### [TASK]
Locate each line in the records containing "sizing". Copy it.
# # # # #
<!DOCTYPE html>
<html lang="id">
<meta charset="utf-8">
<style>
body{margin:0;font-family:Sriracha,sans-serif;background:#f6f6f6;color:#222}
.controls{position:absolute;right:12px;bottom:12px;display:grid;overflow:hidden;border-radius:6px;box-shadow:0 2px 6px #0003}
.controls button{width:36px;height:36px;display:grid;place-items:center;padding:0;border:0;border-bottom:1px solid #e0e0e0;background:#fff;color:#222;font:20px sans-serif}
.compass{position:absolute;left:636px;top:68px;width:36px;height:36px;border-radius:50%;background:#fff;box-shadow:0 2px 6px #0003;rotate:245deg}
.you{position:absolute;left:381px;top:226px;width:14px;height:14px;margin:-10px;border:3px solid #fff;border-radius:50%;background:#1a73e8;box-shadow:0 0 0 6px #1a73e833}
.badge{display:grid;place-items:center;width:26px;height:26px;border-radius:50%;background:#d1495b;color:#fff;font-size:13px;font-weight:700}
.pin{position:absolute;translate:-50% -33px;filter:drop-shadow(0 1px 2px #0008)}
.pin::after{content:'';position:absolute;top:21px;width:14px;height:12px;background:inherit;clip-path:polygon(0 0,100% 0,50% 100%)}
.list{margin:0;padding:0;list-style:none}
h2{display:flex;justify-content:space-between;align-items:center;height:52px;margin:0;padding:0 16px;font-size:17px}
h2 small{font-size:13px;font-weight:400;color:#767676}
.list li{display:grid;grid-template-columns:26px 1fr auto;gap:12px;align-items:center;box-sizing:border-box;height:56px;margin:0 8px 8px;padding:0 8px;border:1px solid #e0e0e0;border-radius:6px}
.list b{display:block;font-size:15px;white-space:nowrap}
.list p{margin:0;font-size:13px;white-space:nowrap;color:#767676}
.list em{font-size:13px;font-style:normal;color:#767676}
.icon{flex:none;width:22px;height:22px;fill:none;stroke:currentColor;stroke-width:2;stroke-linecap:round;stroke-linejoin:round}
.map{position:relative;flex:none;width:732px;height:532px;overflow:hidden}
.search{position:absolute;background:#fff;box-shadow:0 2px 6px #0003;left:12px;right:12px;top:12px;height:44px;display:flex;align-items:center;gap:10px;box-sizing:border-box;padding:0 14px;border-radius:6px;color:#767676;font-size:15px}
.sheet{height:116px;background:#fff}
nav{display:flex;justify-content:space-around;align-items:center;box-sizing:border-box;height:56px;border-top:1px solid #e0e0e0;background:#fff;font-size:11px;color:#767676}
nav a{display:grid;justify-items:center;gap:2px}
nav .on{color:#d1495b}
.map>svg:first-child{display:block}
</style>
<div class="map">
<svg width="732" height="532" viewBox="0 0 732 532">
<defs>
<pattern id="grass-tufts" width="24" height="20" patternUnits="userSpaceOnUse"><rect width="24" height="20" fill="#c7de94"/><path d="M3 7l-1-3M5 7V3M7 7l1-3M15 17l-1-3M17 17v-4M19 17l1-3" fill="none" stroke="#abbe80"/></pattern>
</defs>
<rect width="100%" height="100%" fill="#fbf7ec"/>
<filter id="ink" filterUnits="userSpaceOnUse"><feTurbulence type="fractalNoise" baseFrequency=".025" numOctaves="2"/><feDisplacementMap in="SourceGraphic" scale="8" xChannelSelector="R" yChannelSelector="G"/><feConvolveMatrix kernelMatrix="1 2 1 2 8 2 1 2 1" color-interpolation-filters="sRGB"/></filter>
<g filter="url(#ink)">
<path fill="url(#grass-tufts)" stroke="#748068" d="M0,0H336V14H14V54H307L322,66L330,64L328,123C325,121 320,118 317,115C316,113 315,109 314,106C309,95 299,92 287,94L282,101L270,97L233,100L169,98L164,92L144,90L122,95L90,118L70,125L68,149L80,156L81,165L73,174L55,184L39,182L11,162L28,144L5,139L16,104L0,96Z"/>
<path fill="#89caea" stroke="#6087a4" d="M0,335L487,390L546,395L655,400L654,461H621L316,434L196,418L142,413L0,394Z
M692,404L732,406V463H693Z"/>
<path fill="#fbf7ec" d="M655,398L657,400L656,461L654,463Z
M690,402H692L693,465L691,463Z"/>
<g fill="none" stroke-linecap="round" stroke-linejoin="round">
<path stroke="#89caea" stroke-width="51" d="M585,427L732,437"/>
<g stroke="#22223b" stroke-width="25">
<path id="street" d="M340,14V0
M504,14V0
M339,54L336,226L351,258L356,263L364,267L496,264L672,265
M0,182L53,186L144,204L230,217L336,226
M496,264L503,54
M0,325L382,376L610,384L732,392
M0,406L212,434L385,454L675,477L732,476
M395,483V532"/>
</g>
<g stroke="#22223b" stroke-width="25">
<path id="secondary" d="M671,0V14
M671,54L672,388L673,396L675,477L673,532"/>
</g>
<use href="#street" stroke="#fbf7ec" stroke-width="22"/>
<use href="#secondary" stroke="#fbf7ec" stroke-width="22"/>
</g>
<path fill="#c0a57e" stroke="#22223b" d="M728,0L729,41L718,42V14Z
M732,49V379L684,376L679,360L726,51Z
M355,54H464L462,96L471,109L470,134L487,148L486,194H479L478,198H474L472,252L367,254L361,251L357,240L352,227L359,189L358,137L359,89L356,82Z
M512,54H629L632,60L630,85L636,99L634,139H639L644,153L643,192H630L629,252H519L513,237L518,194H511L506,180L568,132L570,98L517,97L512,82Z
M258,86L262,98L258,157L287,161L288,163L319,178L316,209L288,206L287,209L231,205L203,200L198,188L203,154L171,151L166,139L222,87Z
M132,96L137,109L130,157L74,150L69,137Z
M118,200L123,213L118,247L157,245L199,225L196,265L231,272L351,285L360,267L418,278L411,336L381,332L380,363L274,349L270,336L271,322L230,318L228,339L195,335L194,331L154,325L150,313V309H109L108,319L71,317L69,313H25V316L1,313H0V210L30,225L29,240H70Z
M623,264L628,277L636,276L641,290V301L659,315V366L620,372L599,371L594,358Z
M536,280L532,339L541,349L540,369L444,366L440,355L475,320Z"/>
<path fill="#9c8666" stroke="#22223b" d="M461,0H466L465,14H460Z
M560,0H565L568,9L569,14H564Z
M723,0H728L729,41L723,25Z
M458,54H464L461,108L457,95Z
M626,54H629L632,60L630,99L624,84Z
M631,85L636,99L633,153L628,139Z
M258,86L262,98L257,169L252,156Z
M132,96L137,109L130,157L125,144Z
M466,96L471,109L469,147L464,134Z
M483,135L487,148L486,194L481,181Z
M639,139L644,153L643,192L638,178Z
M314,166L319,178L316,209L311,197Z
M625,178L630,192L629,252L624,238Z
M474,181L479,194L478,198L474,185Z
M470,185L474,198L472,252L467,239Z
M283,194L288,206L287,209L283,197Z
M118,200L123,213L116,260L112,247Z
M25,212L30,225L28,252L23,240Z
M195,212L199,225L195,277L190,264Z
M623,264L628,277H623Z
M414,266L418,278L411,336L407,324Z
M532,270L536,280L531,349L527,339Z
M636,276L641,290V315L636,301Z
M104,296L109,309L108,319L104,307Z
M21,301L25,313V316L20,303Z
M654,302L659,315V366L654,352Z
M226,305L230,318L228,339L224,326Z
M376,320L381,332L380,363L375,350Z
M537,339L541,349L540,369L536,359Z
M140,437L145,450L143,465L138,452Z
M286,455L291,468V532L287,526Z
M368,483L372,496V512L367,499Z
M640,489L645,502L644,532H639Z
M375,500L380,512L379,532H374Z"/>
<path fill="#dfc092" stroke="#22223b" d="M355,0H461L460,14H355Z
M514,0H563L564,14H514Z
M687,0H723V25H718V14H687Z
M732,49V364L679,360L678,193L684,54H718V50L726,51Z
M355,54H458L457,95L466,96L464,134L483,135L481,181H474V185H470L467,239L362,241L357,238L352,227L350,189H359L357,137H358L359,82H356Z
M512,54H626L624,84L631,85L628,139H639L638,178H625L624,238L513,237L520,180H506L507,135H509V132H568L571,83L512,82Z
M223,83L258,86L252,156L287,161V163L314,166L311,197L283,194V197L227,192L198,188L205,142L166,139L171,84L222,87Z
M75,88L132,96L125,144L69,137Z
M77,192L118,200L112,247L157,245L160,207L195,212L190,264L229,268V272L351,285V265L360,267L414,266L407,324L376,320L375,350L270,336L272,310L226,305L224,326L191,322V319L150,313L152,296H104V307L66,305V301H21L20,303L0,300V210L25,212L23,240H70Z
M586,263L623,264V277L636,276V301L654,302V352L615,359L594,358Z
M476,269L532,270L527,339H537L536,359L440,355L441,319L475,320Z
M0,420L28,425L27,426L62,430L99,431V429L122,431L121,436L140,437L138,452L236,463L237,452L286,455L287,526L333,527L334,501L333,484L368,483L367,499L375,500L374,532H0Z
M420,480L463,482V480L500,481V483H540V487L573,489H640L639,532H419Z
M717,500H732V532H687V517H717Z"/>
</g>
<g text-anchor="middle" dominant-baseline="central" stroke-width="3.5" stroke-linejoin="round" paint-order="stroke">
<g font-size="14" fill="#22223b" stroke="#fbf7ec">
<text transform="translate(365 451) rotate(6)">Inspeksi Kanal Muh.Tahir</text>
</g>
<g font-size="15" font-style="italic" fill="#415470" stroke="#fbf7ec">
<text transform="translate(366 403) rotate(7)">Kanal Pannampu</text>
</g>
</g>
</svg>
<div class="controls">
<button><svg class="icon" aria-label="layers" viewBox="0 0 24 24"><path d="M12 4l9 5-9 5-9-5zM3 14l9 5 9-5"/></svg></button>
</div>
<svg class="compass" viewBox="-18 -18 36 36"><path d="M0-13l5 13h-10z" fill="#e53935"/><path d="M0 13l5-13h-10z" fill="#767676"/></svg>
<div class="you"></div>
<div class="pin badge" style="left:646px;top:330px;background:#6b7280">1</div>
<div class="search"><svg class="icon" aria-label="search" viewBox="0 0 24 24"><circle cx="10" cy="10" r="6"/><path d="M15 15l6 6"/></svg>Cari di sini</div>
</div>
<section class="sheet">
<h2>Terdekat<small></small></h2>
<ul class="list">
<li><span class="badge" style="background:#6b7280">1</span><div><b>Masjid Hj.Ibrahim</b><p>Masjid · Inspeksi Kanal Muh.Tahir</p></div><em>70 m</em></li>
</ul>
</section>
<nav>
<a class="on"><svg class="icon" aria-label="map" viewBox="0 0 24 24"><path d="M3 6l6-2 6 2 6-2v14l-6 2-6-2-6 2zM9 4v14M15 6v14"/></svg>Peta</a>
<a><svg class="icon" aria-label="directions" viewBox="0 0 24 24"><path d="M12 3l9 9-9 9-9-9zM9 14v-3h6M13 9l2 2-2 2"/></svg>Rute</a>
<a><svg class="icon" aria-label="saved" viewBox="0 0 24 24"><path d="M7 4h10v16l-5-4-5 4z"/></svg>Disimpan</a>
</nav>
# # # # #
### [EXPECTED ANSWER]
.list li{display:grid;grid-template-columns:26px 1fr auto;gap:12px;align-items:center;box-sizing:border-box;height:56px;margin:0 8px 8px;padding:0 8px;border:1px solid #e0e0e0;border-radius:6px}
.search{position:absolute;background:#fff;box-shadow:0 2px 6px #0003;left:12px;right:12px;top:12px;height:44px;display:flex;align-items:center;gap:10px;box-sizing:border-box;padding:0 14px;border-radius:6px;color:#767676;font-size:15px}
nav{display:flex;justify-content:space-around;align-items:center;box-sizing:border-box;height:56px;border-top:1px solid #e0e0e0;background:#fff;font-size:11px;color:#767676}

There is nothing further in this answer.